Saturday, 30 May 2020

The scream

TSL Pandorathon May 30 (prompt given by Santosh Bakaya)


"How dare you !!!!" His words rolled out spasmodically, eyes riveted on a tailless lizard hanging from the ceiling.  Short fiction:  Humour, satire



We had arrived at the beach resort on Bali island after a taxi had driven. us from the busy industrial airport to   entrance gardens leading us to a huge straw covered wooden pavilion among the fragrant frangipanis trees and jasmine vines. It was a  mesmerising reception hall with no walls filled with low sofas and coffee tables . The staff was welcoming and friendly , already our luggage had been taken care of while we were filling official papers. Our flight had arrived early in the morning and the staff told us our room was not ready yet, so if we didn’t mind we were to have breakfast in

the hall. And in fact three waiters were preparing us a feast on one of the hall large square tables. It was a lavish spray of fresh fruits, danish pastries and croissants, coffee , tea and fresh pressed juices. So we just enjoyed it. The curious thing was we couldn’t see any tourists. A staff was sweeping a carpet, there was no noisy vacuum cleaner to distract us, and the swish swish of her broom was kind of relaxing. Eventually we were told our room was ready and to follow the steward. 

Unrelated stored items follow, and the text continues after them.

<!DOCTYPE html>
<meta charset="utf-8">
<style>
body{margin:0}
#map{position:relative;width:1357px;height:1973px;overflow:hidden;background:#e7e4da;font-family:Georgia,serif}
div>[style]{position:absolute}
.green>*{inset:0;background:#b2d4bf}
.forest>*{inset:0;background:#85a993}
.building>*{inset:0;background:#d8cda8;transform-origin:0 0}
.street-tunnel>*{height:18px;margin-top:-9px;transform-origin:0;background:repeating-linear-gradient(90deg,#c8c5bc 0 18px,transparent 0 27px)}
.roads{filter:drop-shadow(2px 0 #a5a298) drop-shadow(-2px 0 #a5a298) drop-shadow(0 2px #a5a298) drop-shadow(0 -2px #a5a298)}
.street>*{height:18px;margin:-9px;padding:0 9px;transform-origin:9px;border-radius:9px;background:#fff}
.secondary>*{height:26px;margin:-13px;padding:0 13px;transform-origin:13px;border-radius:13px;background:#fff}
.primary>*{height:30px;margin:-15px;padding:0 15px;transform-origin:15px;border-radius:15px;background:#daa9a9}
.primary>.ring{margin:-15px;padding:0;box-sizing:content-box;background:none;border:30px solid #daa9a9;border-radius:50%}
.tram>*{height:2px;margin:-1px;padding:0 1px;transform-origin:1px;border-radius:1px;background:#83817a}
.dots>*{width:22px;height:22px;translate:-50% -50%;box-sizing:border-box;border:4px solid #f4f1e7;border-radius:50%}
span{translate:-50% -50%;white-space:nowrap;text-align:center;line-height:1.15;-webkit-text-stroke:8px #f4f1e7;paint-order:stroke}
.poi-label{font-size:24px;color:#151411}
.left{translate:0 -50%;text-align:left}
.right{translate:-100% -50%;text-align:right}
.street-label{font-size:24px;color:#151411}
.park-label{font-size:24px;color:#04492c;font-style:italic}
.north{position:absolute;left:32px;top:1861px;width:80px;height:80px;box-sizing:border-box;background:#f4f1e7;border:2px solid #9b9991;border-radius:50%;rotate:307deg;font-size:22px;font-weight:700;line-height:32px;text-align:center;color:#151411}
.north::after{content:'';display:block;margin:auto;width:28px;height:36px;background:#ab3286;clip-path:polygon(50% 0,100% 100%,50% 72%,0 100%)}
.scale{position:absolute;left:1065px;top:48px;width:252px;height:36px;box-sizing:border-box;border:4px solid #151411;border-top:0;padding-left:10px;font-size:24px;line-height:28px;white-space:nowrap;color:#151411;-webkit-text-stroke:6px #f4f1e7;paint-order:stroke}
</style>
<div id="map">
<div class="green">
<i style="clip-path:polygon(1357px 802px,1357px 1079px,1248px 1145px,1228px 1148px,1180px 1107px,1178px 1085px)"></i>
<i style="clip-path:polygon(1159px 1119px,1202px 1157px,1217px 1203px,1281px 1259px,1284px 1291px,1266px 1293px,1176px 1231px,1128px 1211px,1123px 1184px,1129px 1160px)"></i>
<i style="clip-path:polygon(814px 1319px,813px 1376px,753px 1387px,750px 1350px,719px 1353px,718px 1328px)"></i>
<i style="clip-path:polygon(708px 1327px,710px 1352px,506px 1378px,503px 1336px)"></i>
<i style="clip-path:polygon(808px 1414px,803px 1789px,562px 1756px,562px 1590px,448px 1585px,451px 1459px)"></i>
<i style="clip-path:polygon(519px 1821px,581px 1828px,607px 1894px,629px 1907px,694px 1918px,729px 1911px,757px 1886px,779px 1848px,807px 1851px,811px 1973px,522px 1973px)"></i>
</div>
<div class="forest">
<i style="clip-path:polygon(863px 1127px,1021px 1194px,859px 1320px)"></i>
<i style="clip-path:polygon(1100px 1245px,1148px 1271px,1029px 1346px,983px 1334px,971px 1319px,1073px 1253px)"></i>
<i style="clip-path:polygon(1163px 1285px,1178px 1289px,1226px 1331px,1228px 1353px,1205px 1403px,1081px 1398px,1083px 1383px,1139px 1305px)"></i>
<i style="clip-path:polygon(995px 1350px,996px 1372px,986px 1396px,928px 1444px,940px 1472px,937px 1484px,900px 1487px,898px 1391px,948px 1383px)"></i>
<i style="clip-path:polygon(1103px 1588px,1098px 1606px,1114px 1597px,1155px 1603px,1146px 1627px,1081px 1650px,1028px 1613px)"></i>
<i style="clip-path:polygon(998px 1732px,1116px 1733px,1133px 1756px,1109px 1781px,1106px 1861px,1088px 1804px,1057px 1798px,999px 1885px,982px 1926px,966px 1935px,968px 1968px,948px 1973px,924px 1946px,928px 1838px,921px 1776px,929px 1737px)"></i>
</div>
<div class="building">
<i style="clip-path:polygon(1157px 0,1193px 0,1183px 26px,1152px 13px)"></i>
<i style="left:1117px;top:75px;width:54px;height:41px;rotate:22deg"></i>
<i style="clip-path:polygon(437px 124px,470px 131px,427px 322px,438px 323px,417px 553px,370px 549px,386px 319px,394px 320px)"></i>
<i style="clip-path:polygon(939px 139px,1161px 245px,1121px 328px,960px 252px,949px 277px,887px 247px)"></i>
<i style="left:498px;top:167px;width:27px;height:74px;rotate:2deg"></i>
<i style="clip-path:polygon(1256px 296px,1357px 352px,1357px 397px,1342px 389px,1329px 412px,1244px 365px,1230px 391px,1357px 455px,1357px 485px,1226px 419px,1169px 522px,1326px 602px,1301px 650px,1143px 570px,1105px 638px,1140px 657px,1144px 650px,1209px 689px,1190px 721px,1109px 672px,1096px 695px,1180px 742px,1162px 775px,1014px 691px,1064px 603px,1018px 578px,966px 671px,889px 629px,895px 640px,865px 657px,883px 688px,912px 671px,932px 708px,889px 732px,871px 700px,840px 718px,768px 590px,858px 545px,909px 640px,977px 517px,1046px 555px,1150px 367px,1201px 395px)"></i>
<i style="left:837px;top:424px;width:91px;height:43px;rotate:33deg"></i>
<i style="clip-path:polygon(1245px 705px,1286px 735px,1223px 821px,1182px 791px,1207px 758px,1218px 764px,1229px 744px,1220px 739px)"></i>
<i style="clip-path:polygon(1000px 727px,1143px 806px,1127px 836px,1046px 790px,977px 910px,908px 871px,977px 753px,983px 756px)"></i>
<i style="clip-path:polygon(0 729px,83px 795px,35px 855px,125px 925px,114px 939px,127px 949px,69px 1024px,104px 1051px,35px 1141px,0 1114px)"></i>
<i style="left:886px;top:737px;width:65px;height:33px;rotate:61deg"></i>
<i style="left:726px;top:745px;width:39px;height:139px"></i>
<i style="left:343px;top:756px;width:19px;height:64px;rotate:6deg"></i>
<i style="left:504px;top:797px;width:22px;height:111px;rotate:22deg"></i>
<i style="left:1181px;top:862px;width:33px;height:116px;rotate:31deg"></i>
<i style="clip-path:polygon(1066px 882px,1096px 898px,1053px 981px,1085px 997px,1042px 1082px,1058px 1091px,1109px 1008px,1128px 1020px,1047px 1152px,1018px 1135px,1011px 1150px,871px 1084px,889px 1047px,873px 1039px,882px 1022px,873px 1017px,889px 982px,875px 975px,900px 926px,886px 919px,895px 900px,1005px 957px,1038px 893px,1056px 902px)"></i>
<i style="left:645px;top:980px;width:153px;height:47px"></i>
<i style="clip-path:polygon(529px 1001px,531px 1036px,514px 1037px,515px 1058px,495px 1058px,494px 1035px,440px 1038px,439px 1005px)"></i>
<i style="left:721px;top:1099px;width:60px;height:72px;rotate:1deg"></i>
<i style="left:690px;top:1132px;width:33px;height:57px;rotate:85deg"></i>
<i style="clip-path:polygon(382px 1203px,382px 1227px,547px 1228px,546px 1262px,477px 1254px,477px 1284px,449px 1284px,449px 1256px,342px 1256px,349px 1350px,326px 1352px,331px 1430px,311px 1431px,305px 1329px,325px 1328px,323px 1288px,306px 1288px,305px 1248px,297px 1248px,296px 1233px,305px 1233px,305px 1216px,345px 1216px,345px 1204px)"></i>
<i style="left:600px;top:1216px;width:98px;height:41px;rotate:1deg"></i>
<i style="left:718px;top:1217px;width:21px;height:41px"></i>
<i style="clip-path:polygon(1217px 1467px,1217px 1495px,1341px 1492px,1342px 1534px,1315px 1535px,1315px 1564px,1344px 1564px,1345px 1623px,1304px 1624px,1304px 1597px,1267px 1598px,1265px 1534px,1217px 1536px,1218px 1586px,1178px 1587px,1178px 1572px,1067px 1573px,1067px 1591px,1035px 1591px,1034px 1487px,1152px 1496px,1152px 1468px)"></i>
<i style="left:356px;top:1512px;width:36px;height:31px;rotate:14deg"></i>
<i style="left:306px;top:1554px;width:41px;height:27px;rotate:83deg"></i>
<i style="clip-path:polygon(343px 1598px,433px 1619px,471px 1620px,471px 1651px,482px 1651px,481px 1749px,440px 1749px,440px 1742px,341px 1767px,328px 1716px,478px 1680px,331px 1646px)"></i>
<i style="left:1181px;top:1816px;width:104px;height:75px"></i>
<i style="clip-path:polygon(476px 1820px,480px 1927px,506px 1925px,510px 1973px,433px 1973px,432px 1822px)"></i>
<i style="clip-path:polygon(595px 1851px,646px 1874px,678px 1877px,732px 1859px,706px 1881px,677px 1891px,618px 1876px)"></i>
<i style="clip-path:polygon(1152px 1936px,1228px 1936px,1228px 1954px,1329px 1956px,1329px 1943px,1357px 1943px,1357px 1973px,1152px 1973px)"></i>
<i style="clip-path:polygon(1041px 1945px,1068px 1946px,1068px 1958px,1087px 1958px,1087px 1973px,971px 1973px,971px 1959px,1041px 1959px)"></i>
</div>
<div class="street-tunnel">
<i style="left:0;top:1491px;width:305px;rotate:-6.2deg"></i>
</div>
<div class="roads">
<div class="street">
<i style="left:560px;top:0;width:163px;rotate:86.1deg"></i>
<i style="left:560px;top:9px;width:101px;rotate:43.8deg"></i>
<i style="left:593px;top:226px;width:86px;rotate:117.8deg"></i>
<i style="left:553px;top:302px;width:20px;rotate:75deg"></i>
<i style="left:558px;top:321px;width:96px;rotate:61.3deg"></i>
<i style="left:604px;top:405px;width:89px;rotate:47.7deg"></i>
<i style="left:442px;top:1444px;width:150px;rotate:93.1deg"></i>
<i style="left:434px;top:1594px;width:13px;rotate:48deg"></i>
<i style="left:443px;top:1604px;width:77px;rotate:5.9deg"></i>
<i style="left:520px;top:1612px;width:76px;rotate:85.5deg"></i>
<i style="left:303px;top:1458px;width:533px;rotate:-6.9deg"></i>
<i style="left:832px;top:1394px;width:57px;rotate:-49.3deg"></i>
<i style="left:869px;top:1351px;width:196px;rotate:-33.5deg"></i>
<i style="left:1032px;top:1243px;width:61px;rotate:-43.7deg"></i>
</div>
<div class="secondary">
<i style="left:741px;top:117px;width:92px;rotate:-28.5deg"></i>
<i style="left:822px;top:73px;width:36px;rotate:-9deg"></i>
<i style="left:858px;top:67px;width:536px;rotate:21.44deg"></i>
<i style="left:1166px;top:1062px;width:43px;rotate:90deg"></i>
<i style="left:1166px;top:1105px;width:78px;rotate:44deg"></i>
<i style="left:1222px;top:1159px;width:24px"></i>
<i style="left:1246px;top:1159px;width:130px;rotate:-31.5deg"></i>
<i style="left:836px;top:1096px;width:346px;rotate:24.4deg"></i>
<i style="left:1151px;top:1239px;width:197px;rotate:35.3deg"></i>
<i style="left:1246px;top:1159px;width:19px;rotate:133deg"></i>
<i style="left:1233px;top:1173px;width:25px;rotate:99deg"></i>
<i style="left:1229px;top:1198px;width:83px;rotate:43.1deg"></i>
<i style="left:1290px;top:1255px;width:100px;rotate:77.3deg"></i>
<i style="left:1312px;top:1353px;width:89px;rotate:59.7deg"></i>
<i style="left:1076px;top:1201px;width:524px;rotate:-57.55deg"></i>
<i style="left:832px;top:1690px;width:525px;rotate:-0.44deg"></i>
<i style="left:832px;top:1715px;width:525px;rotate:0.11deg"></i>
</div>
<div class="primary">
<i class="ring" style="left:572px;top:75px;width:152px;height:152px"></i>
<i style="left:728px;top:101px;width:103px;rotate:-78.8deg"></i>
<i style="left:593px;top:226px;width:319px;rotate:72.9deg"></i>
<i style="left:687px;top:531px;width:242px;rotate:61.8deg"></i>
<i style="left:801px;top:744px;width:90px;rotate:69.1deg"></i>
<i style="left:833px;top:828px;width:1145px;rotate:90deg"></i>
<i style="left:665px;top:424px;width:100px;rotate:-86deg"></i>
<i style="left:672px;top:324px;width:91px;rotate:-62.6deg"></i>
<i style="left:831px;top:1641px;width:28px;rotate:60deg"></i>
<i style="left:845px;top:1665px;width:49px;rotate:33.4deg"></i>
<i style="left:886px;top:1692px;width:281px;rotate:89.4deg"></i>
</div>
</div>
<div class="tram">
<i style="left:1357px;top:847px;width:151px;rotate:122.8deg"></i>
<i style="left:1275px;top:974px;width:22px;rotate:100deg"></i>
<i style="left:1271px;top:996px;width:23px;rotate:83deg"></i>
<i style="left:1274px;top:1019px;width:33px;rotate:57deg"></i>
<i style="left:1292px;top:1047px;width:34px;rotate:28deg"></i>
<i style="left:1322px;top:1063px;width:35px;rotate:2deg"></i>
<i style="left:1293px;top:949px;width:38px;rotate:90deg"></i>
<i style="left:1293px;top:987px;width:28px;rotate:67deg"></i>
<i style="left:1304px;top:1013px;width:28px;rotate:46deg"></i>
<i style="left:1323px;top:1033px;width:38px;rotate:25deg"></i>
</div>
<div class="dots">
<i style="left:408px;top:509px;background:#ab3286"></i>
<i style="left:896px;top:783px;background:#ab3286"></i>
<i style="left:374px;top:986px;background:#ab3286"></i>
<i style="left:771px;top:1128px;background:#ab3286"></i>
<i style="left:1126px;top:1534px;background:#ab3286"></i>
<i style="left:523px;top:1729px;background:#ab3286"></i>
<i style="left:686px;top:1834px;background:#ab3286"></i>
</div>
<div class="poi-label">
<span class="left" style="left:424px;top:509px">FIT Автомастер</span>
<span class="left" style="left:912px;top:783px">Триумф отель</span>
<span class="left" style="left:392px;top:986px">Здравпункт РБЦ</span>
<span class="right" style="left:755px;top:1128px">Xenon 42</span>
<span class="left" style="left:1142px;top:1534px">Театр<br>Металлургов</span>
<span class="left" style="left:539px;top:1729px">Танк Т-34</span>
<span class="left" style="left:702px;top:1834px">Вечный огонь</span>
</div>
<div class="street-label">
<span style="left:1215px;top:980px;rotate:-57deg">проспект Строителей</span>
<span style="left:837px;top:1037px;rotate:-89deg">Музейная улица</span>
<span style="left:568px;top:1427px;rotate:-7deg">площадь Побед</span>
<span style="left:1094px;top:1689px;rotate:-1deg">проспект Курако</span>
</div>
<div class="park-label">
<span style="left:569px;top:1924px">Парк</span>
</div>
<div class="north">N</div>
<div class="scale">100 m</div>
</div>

We walked behind him on an outside pathway wandering to our hut for the hotel was in fact a series of tropical huts set amongst lovely native gardens . Already, the short walk had us sweating in the high ambient humidity. Our hut was also straw hatched on the outside, but with a plastered ceiling inside, where a large fan was moving the thick heavy air. No air conditioning was on offer. We decided to change from our townies clothes and take a shower to refresh us from our night trip before exploring the rest of the resort. I went in the bathroom, it had the expected utilities, I got in the shower turned on the taps and screamed my head off when I was suddenly faced with a somewhat monstrous scaly creature stuck to the shower wall . I had already bolted from the shower cubicle and wrapped myself in the bathrobe of the hotel when the steward came in and tried to catch the nightmarish creature. It was even made more nightmarish, when the steward having caught it by its tail, the creature just shed it , and the steward stayed with the tail in his hand. It was my turn to be stuck to the wall, I was simply terrorised while the gecko creeped to the shower ceiling. The steward apologised for the inconvenience, telling me that each hut had a resident gecko, to keep out the vermin, it was a natural pest control and that they were totally inoffensive. As he couldn’t catch the gecko on the ceiling, he left the hut wishing us a “ good day”.

For me after having calmed down, and still eying the   beast,  I spoke those words,”Pervert creature, eyeing bathing innocent tourist,  How dare you !!! “My words rolled out spasmodically, eyes riveted on a tailless gecko hanging from the ceiling while I showered. 

We later learnt that the staff kept bets rolling on how long the first scream of horror would sound after  the  hotel guest had entered their room. Games men play!